Really, my most lucid thought this week on the subject of parenting was, "Man, potty-training is going to be a lot harder than I expected."

But, anyway, back to my squinty-eyed critique. (I'll wander off-topic like this pretty regularly, because Carrie's been setting hefty word count quotas for my reviews lately. Just kidding! I'm actually just a naturally distracted kind of individual.)

30 Ways in 30 Days to Save Your Family doesn't do much beating around the bush. It's down-to-earth, practical advice on a diverse enough set of topics to be useful to parents at almost any stage of child-rearing.
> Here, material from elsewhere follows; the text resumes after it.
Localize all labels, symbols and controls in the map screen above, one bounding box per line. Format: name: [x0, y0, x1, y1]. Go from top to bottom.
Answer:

The biggest theme throughout the book is encouraging us as parents to take responsibility and authority over our homes, and not allowing the influences of today's culture to make decisions for us. And so, love for our children should motivate us to invest the time and attention to make our homes into fruitful environments where kids will thrive.

Easier said than done!

I think the problem we most battle as parents is ourselves. And our own, well, laziness. It's so easy compromise our parenting style by giving a higher priority to other projects or work, and not putting the attention into parenting that we need to. Because, truly, it's a thankless task. (At least, for the first 20 years!)
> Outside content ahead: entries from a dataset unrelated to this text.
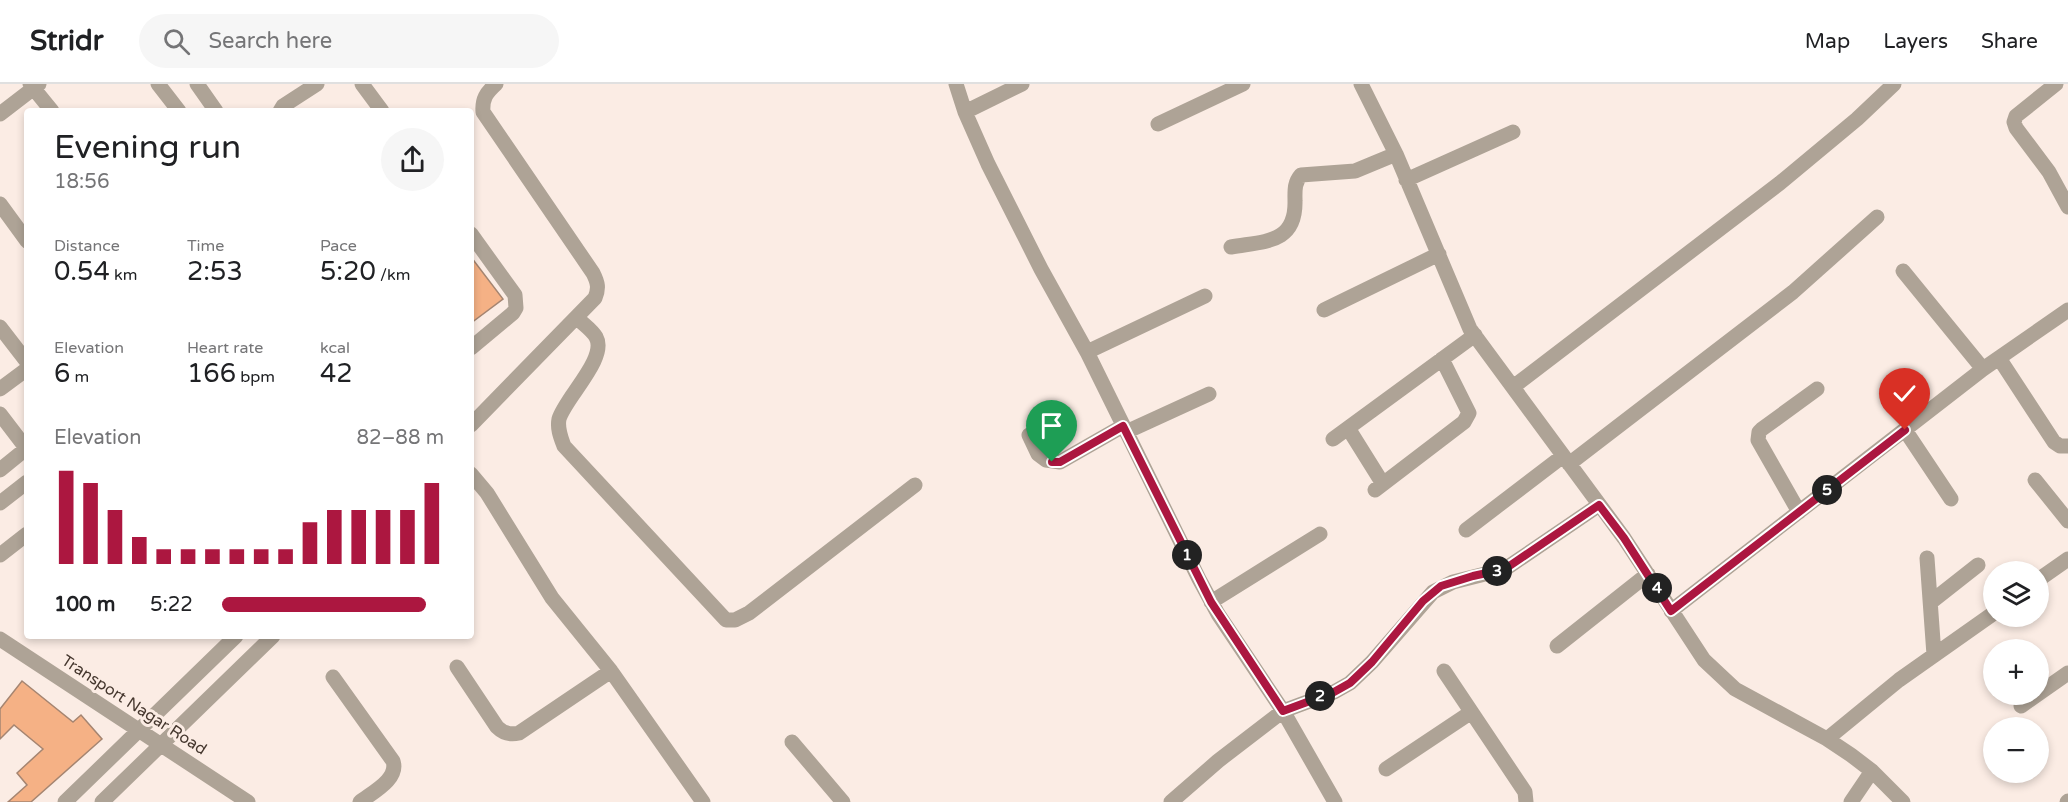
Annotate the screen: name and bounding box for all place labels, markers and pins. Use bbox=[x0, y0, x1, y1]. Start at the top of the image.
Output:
pin bbox=[1879, 368, 1930, 430]
pin bbox=[1026, 400, 1077, 462]
pin: 5 bbox=[1812, 475, 1842, 505]
pin: 1 bbox=[1172, 540, 1202, 570]
pin: 3 bbox=[1482, 556, 1512, 586]
pin: 4 bbox=[1642, 573, 1672, 603]
pin: 2 bbox=[1305, 681, 1335, 711]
So, what we need is daily encouragement and motivation. Which this book provides, in spades. Although I was a bit skeptical with the way it's broken into individual sections to take you through "30 Days", I actually appreciate it now. Rather than digest it in a couple sittings and put it back on the shelf, treat it as more than just "information" -- our role of parents is of paramount importance, and we need that to be reinforced early and often.

This is the role we signed up for, as parents. And we all consciously recognize the importance of it, but the author does an eloquent job of putting that into words in a practical -- and often humorous -- way. It's not heavy reading, but it is important reading. (Although, I was disappointed by the lack of attention given to the subject of potty-training...)

I'm not familiar with Rebecca Hagelin's earlier book on child-rearing in today's culture, but after reading this, I may be following up on it!


Carrie's take:

Jonathan beat me to the book this time and he read it first. He gave it a positive review so I picked it up and quickly devoured it. (Neither of us like to spread our reading out over a period of 30 days so we both read it in "one" sitting.)

The thing I appreciated about this book the most is Hagelin's unapologetic approach to parenting. She claims the God-given right to parent and guide her own children and encourages other parents to do the same. Regardless of whether you are at the doctor's office, in a parent-teacher conference with your child's teacher or wherever - YOU bear the responsibility of raising your own children and passing along your values to them. In a day and age where everyone is clamoring to raise your children for you, I found this book refreshing.

Hagelin does offer practical advice at how you can be involved in your children's lives. I most appreciated the description of how they built their home so that their children's friends felt welcome to be among them. By creating an atmosphere of love and fun, the Hagelins have a better idea of who their children are hanging out with and spending time with. She motivated me to build a home that is attractive not only to our own children, but to others also.

This was indeed a great book and I'd heartily recommend it to any parent or soon-to-be parent. It's a much needed kick in the pants.


Ronnica said...

Sounds good, and something to keep in mind when I become a parent!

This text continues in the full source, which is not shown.